*Task to complete*:
Using the data below, return every line that holds the word "street".

*Dataset content*:
···

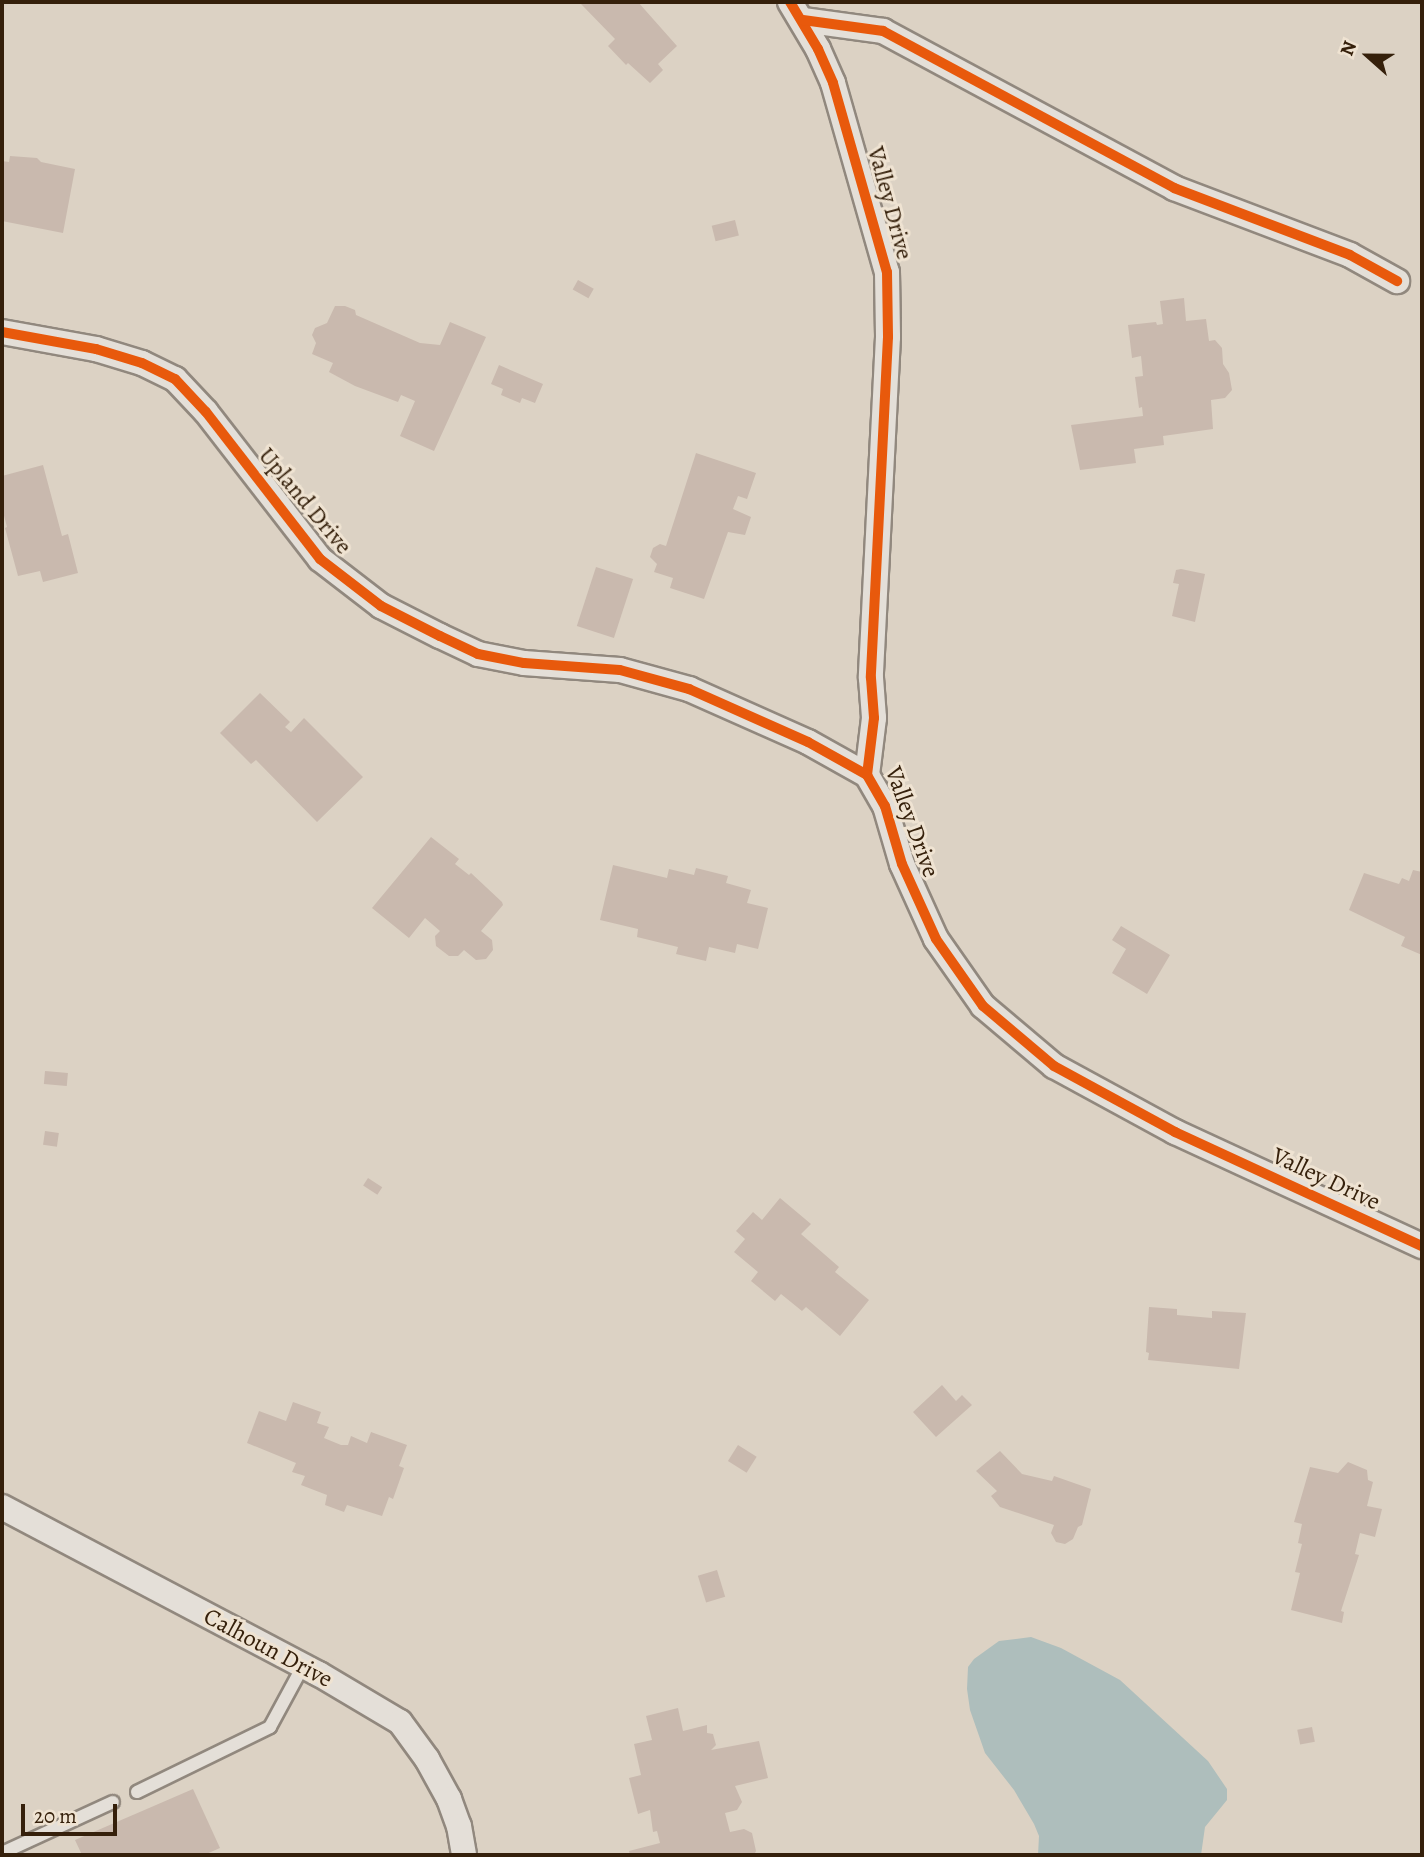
<!DOCTYPE html>
<html>
<head>
<meta charset="utf-8">
<style>
	body { margin:0 }
	#map { position:relative; width:1424px; height:1857px; overflow:hidden; background:#dcd2c4; font-family:Alegreya,serif }
	div>[style] { position:absolute }
	[style*='--x'] { left:calc(var(--x)*1px); top:calc(var(--y)*1px); width:calc(var(--w)*1px); rotate:calc(var(--a)*1deg) }
	.water>* { inset:0; background:#aebebc }
	.building>* { inset:0; background:#c9b9ae; transform-origin:0 0 }
	.roads { filter:drop-shadow(2px 0 #91887e) drop-shadow(-2px 0 #91887e) drop-shadow(0 2px #91887e) drop-shadow(0 -2px #91887e) }
	.lane>* { height:12px; margin:-6px; padding:0 6px; transform-origin:6px; border-radius:6px; background:#e4dfd8 }
	.street>* { height:24px; margin:-12px; padding:0 12px; transform-origin:12px; border-radius:12px; background:#e4dfd8 }
	.cycleway>* { height:10px; margin:-5px; padding:0 5px; transform-origin:5px; border-radius:5px; background:#e8590c }
	span { translate:-50% -50%; white-space:nowrap; text-align:center; line-height:1.15; -webkit-text-stroke:6px #efe3d2; paint-order:stroke }
	.street-label { font-size:24px; color:#35200b }
	.frame { position:absolute; inset:0; border:4px solid #35200b; pointer-events:none }
	.north { position:absolute; left:1333px; top:21px; width:70px; height:70px; -webkit-text-stroke:5px #efe3d2; paint-order:stroke; rotate:291deg; font-size:19px; font-weight:700; line-height:28px; text-align:center; color:#35200b }
	.north::after { content:''; display:block; margin:auto; width:24px; height:32px; background:#35200b; clip-path:polygon(50% 0,100% 100%,50% 72%,0 100%) }
	.scale { position:absolute; left:21px; top:1804px; width:96px; height:32px; box-sizing:border-box; border:4px solid #35200b; border-top:0; padding-left:9px; font-size:21px; line-height:24px; white-space:nowrap; color:#35200b; -webkit-text-stroke:5px #efe3d2; paint-order:stroke }
</style>
</head>
<body>
<div id="map">
	<div class="water">
		<div style="clip-path:polygon(1031px 1637px,1061px 1648px,1120px 1680px,1208px 1761px,1227px 1789px,1227px 1800px,1205px 1827px,1201px 1855px,1038px 1855px,1039px 1836px,1034px 1824px,1014px 1790px,985px 1753px,970px 1710px,967px 1689px,968px 1667px,974px 1659px,999px 1641px)"></div>
	</div>
	<div class="building">
		<div style="clip-path:polygon(584px 2px,638px 2px,677px 46px,658px 64px,663px 70px,650px 83px,628px 63px,626px 65px,608px 46px,615px 39px,581px 4px)"></div>
		<div style="clip-path:polygon(10px 156px,37px 158px,41px 162px,75px 169px,63px 233px,2px 221px,2px 161px,9px 162px)"></div>
		<div style="left:735px;top:220px;width:16px;height:24px;rotate:76deg"></div>
		<div style="left:578px;top:280px;width:18px;height:11px;rotate:29deg"></div>
		<div style="clip-path:polygon(1184px 298px,1186px 321px,1206px 319px,1209px 341px,1215px 340px,1222px 348px,1223px 364px,1229px 373px,1232px 390px,1225px 398px,1211px 400px,1213px 429px,1163px 436px,1164px 445px,1134px 449px,1136px 463px,1080px 470px,1071px 425px,1143px 416px,1142px 407px,1139px 408px,1135px 377px,1143px 376px,1141px 356px,1132px 358px,1128px 325px,1156px 322px,1157px 325px,1163px 324px,1160px 301px)"></div>
		<div style="clip-path:polygon(335px 306px,345px 306px,355px 310px,356px 315px,420px 343px,440px 345px,450px 322px,486px 337px,434px 451px,400px 436px,415px 401px,401px 395px,398px 402px,355px 386px,329px 372px,333px 363px,312px 354px,316px 343px,312px 335px,315px 328px,327px 323px)"></div>
		<div style="clip-path:polygon(499px 365px,543px 384px,535px 403px,522px 398px,520px 403px,501px 395px,503px 389px,491px 384px)"></div>
		<div style="clip-path:polygon(696px 453px,756px 473px,747px 499px,738px 496px,733px 509px,751px 517px,745px 535px,728px 532px,704px 599px,670px 588px,673px 578px,654px 572px,657px 564px,650px 557px,653px 548px,660px 544px,666px 546px)"></div>
		<div style="clip-path:polygon(43px 465px,62px 536px,68px 534px,78px 573px,43px 582px,40px 571px,18px 576px,5px 528px,7px 527px,2px 508px,2px 476px)"></div>
		<div style="left:596px;top:567px;width:39px;height:62px;rotate:18deg"></div>
		<div style="clip-path:polygon(1181px 569px,1205px 574px,1195px 622px,1172px 616px,1179px 584px,1173px 583px,1176px 570px)"></div>
		<div style="clip-path:polygon(260px 693px,290px 722px,285px 727px,291px 732px,304px 718px,363px 777px,317px 822px,256px 760px,251px 764px,220px 733px)"></div>
		<div style="clip-path:polygon(431px 837px,459px 859px,455px 864px,469px 875px,471px 873px,502px 902px,503px 905px,481px 931px,492px 940px,493px 950px,486px 959px,476px 960px,464px 950px,458px 956px,449px 956px,436px 946px,435px 936px,440px 931px,425px 918px,409px 938px,372px 908px)"></div>
		<div style="clip-path:polygon(613px 865px,667px 878px,669px 869px,694px 875px,696px 868px,728px 876px,726px 883px,751px 890px,747px 903px,768px 908px,758px 949px,737px 944px,735px 953px,709px 947px,706px 961px,676px 954px,678px 947px,637px 937px,638px 929px,600px 920px)"></div>
		<div style="clip-path:polygon(1413px 870px,1422px 872px,1422px 955px,1401px 946px,1405px 937px,1349px 910px,1364px 873px,1399px 884px,1402px 878px,1409px 881px)"></div>
		<div style="clip-path:polygon(1121px 926px,1170px 955px,1147px 994px,1112px 973px,1126px 949px,1112px 940px)"></div>
		<div style="left:45px;top:1071px;width:23px;height:13px;rotate:5deg"></div>
		<div style="left:45px;top:1131px;width:14px;height:14px;rotate:8deg"></div>
		<div style="left:368px;top:1178px;width:17px;height:9px;rotate:33deg"></div>
		<div style="clip-path:polygon(780px 1198px,811px 1224px,801px 1234px,839px 1267px,835px 1272px,869px 1300px,840px 1336px,806px 1307px,802px 1311px,781px 1294px,775px 1301px,751px 1281px,758px 1272px,734px 1252px,745px 1239px,736px 1231px,753px 1212px,762px 1220px)"></div>
		<div style="clip-path:polygon(1149px 1307px,1177px 1309px,1177px 1315px,1212px 1318px,1212px 1311px,1246px 1313px,1239px 1369px,1148px 1360px,1149px 1353px,1146px 1352px)"></div>
		<div style="clip-path:polygon(942px 1385px,956px 1401px,962px 1395px,972px 1405px,936px 1437px,913px 1412px)"></div>
		<div style="clip-path:polygon(293px 1402px,321px 1412px,317px 1423px,329px 1427px,324px 1438px,341px 1445px,348px 1445px,351px 1436px,367px 1443px,371px 1432px,407px 1445px,399px 1466px,404px 1468px,393px 1499px,389px 1497px,382px 1516px,347px 1505px,344px 1512px,325px 1505px,327px 1495px,301px 1485px,305px 1476px,292px 1472px,296px 1463px,247px 1443px,259px 1411px,286px 1421px)"></div>
		<div style="left:738px;top:1445px;width:22px;height:19px;rotate:32deg"></div>
		<div style="clip-path:polygon(1000px 1451px,1022px 1474px,1052px 1481px,1054px 1476px,1091px 1489px,1082px 1525px,1078px 1527px,1073px 1539px,1065px 1544px,1056px 1542px,1051px 1533px,1054px 1525px,1000px 1507px,991px 1496px,997px 1491px,976px 1471px)"></div>
		<div style="clip-path:polygon(1348px 1462px,1367px 1470px,1368px 1480px,1373px 1482px,1367px 1506px,1382px 1509px,1375px 1537px,1360px 1533px,1355px 1554px,1359px 1555px,1341px 1611px,1344px 1612px,1342px 1623px,1291px 1610px,1300px 1573px,1295px 1572px,1302px 1544px,1298px 1543px,1302px 1524px,1294px 1522px,1310px 1467px,1338px 1473px)"></div>
		<div style="left:717px;top:1570px;width:28px;height:20px;rotate:73deg"></div>
		<div style="clip-path:polygon(678px 1708px,683px 1731px,707px 1725px,707px 1733px,713px 1734px,716px 1745px,711px 1750px,759px 1741px,768px 1778px,735px 1786px,742px 1802px,737px 1810px,725px 1813px,730px 1832px,744px 1829px,752px 1833px,756px 1851px,754px 1855px,630px 1855px,629px 1851px,660px 1843px,657px 1831px,653px 1832px,650px 1810px,638px 1814px,629px 1778px,641px 1775px,634px 1744px,652px 1740px,646px 1716px)"></div>
		<div style="left:1312px;top:1727px;width:15px;height:15px;rotate:79deg"></div>
		<div style="clip-path:polygon(193px 1789px,220px 1848px,204px 1855px,82px 1855px,75px 1840px)"></div>
	</div>
	<div class="roads">
		<div class="lane">
			<div style="--x:137;--y:1792;--w:148;--a:-26"></div>
			<div style="--x:270;--y:1727;--w:69;--a:-61.6"></div>
			<div style="--x:2;--y:1853;--w:122;--a:-24.7"></div>
		</div>
		<div class="street">
			<div style="--x:790;--y:2;--w:55;--a:59.2"></div>
			<div style="--x:818;--y:49;--w:37;--a:66"></div>
			<div style="--x:833;--y:83;--w:197;--a:74.1"></div>
			<div style="--x:887;--y:272;--w:65;--a:89.1"></div>
			<div style="--x:888;--y:337;--w:341;--a:92.9"></div>
			<div style="--x:871;--y:678;--w:40;--a:85.7"></div>
			<div style="--x:874;--y:718;--w:57;--a:97"></div>
			<div style="--x:867;--y:775;--w:36;--a:60"></div>
			<div style="--x:885;--y:806;--w:60;--a:73.7"></div>
			<div style="--x:902;--y:864;--w:82;--a:65.6"></div>
			<div style="--x:936;--y:939;--w:82;--a:55"></div>
			<div style="--x:983;--y:1006;--w:93;--a:40.2"></div>
			<div style="--x:1054;--y:1066;--w:138;--a:28.6"></div>
			<div style="--x:1175;--y:1132;--w:272;--a:24.8"></div>
			<div style="--x:803;--y:20;--w:81;--a:7.8"></div>
			<div style="--x:883;--y:31;--w:331;--a:28.3"></div>
			<div style="--x:1174;--y:188;--w:188;--a:20.8"></div>
			<div style="--x:1350;--y:255;--w:54;--a:29"></div>
			<div style="--x:2;--y:332;--w:96;--a:10.3"></div>
			<div style="--x:96;--y:349;--w:48;--a:16.9"></div>
			<div style="--x:142;--y:363;--w:37;--a:26"></div>
			<div style="--x:175;--y:379;--w:45;--a:46.8"></div>
			<div style="--x:206;--y:412;--w:186;--a:52.2"></div>
			<div style="--x:320;--y:559;--w:77;--a:37.6"></div>
			<div style="--x:381;--y:606;--w:66;--a:27"></div>
			<div style="--x:440;--y:636;--w:42;--a:25.3"></div>
			<div style="--x:478;--y:654;--w:47;--a:11.1"></div>
			<div style="--x:524;--y:663;--w:96;--a:4.2"></div>
			<div style="--x:620;--y:670;--w:72;--a:15.4"></div>
			<div style="--x:689;--y:689;--w:130;--a:24"></div>
			<div style="--x:808;--y:742;--w:68;--a:29.2"></div>
			<div style="--x:2;--y:1507;--w:358;--a:27.8"></div>
			<div style="--x:319;--y:1674;--w:94;--a:30.7"></div>
			<div style="--x:400;--y:1722;--w:46;--a:53.9"></div>
			<div style="--x:427;--y:1759;--w:46;--a:61.2"></div>
			<div style="--x:449;--y:1799;--w:29;--a:70"></div>
			<div style="--x:459;--y:1826;--w:29;--a:80"></div>
		</div>
	</div>
	<div class="cycleway">
		<div style="--x:790;--y:2;--w:55;--a:59.2"></div>
		<div style="--x:818;--y:49;--w:37;--a:66"></div>
		<div style="--x:833;--y:83;--w:197;--a:74.1"></div>
		<div style="--x:887;--y:272;--w:65;--a:89.1"></div>
		<div style="--x:888;--y:337;--w:341;--a:92.9"></div>
		<div style="--x:871;--y:678;--w:40;--a:85.7"></div>
		<div style="--x:874;--y:718;--w:57;--a:97"></div>
		<div style="--x:867;--y:775;--w:36;--a:60"></div>
		<div style="--x:885;--y:806;--w:60;--a:73.7"></div>
		<div style="--x:902;--y:864;--w:82;--a:65.6"></div>
		<div style="--x:936;--y:939;--w:82;--a:55"></div>
		<div style="--x:983;--y:1006;--w:93;--a:40.2"></div>
		<div style="--x:1054;--y:1066;--w:138;--a:28.6"></div>
		<div style="--x:1175;--y:1132;--w:272;--a:24.8"></div>
		<div style="--x:803;--y:20;--w:81;--a:7.8"></div>
		<div style="--x:883;--y:31;--w:331;--a:28.3"></div>
		<div style="--x:1174;--y:188;--w:188;--a:20.8"></div>
		<div style="--x:1350;--y:255;--w:54;--a:29"></div>
		<div style="--x:2;--y:332;--w:96;--a:10.3"></div>
		<div style="--x:96;--y:349;--w:48;--a:16.9"></div>
		<div style="--x:142;--y:363;--w:37;--a:26"></div>
		<div style="--x:175;--y:379;--w:45;--a:46.8"></div>
		<div style="--x:206;--y:412;--w:186;--a:52.2"></div>
		<div style="--x:320;--y:559;--w:77;--a:37.6"></div>
		<div style="--x:381;--y:606;--w:66;--a:27"></div>
		<div style="--x:440;--y:636;--w:42;--a:25.3"></div>
		<div style="--x:478;--y:654;--w:47;--a:11.1"></div>
		<div style="--x:524;--y:663;--w:96;--a:4.2"></div>
		<div style="--x:620;--y:670;--w:72;--a:15.4"></div>
		<div style="--x:689;--y:689;--w:130;--a:24"></div>
		<div style="--x:808;--y:742;--w:68;--a:29.2"></div>
	</div>
	<div class="street-label">
		<span style="left:890px;top:203px;rotate:75deg">Valley Drive</span>
		<span style="left:305px;top:501px;rotate:50deg">Upland Drive</span>
		<span style="left:912px;top:822px;rotate:70deg">Valley Drive</span>
		<span style="left:1326px;top:1179px;rotate:25deg">Valley Drive</span>
		<span style="left:268px;top:1648px;rotate:28deg">Calhoun Drive</span>
	</div>
	<div class="frame"></div>
	<div class="north">N</div>
	<div class="scale">20 m</div>
</div>
</body>
</html>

···

*Final answer*:
	.street>* { height:24px; margin:-12px; padding:0 12px; transform-origin:12px; border-radius:12px; background:#e4dfd8 }
	.street-label { font-size:24px; color:#35200b }
		<div class="street">
	<div class="street-label">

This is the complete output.